El joven Nathe está enseñando los pasos de una danza de moda en Williamsburg a una larga cola de abastecedoras de leche, cuando tiene una brusca revelación.

«¡Milagro! Tras pasar noches atroces en unas chozas al lado de la carretera a las que llaman “posadas”, las puestas de sol sin compañía, una vuelta del planeta tras otra, los días entregado a la contemplación de las hijas e incluso de las esposas de los colonos, con una mirada que en otro tiempo creía sentimental (no siempre fácil de distinguir, por parte de quien la recibía, de una mirada ofensiva), de pronto me la encuentro, con el primer rocío del día, momento en que la claridad aumenta con tal rapidez que en cualquier instante puede revelarse en ella ese defecto decisivo que el crepúsculo disimulaba (aunque a la luz su belleza no hacía más que afirmarse), me encuentro, digo, a la que llamaré “Galáctica”, pues es una de las abastecedoras de productos lácteos para la expedición.
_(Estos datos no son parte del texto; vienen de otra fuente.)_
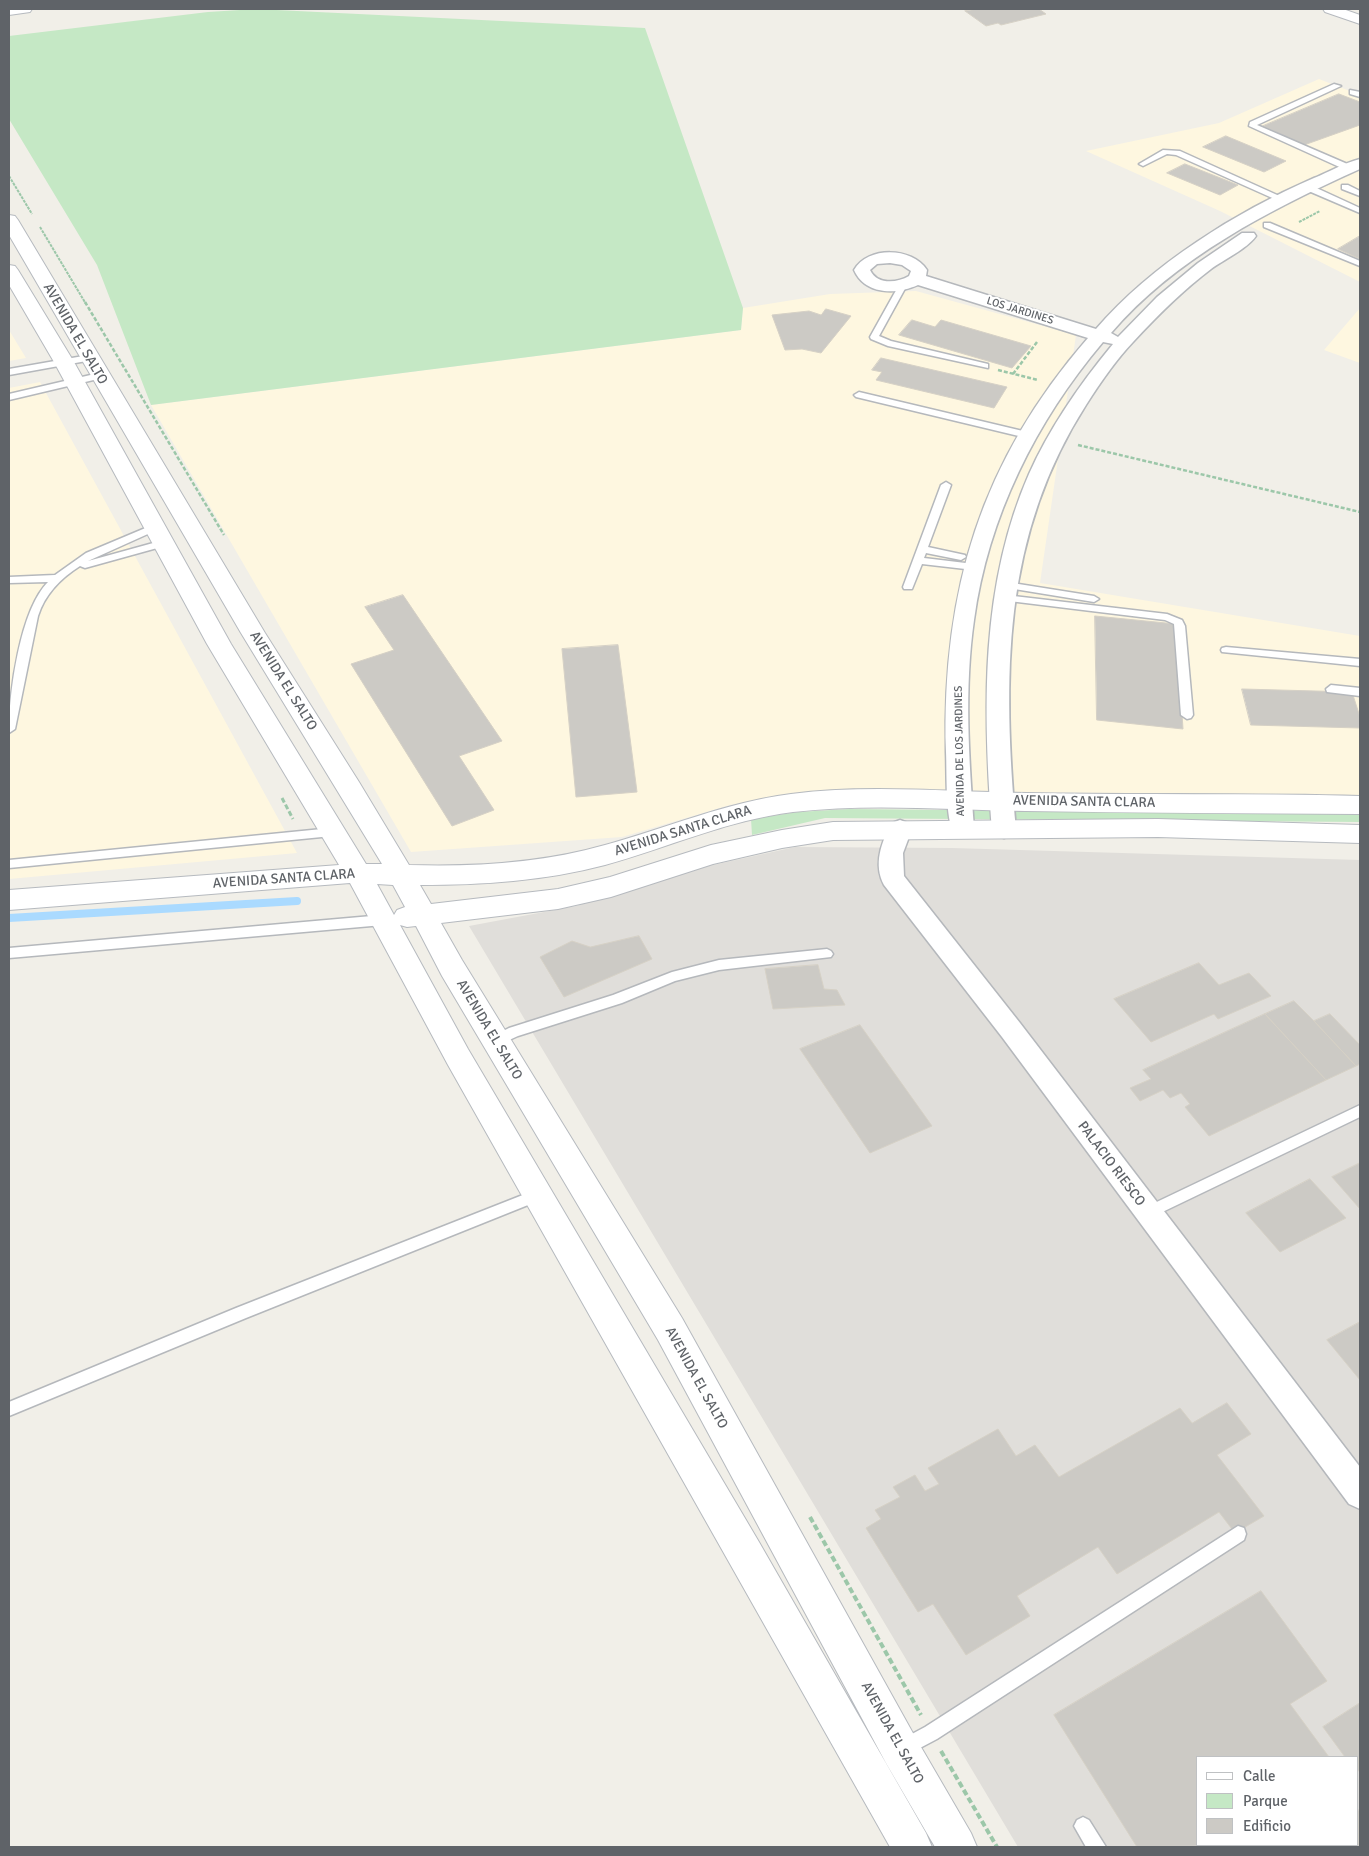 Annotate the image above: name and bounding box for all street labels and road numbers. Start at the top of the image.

»“¡Bah!”, te oigo exclamar, “otra historia de amor de lecheras”. Pues bien, sí, desde luego, quién no lo ha practicado, el Edén de la leche. Sin embargo, Galáctica, aunque forma parte de esa hermandad ladronesca, no pertenece realmente a ella. Estoy metido en un apuro de marinero, pues muy pronto debemos extender la línea hasta una distancia que ella no podrá recorrer sin riesgo, o no tendrá tiempo suficiente para hacerlo. Por supuesto, tampoco puede unirse a nuestra caravana. Ella tiene aquí un trabajo muy exigente, como lo sería el mío si ella viniera, pues yo tendría que desviar de su persona las atenciones de hasta un centenar de hombres, incluido el implacable Stig… Así pues, debo rogarle que espere hasta el invierno, cuando regresemos al este, y después hasta que nos encaminemos de nuevo al oeste en primavera, y así sucesivamente. Los momentos son demasiado escasos y la espera me temo que será excesiva para la hermosa Galáctica, pues aunque no sé casi nada acerca del sexo, mi experiencia me dice que la reputación de pacientes de que gozan estas muchachas está muy exagerada, y que la fiel novia del marinero de las canciones y las novelas románticas es tan mítica como una sirena…».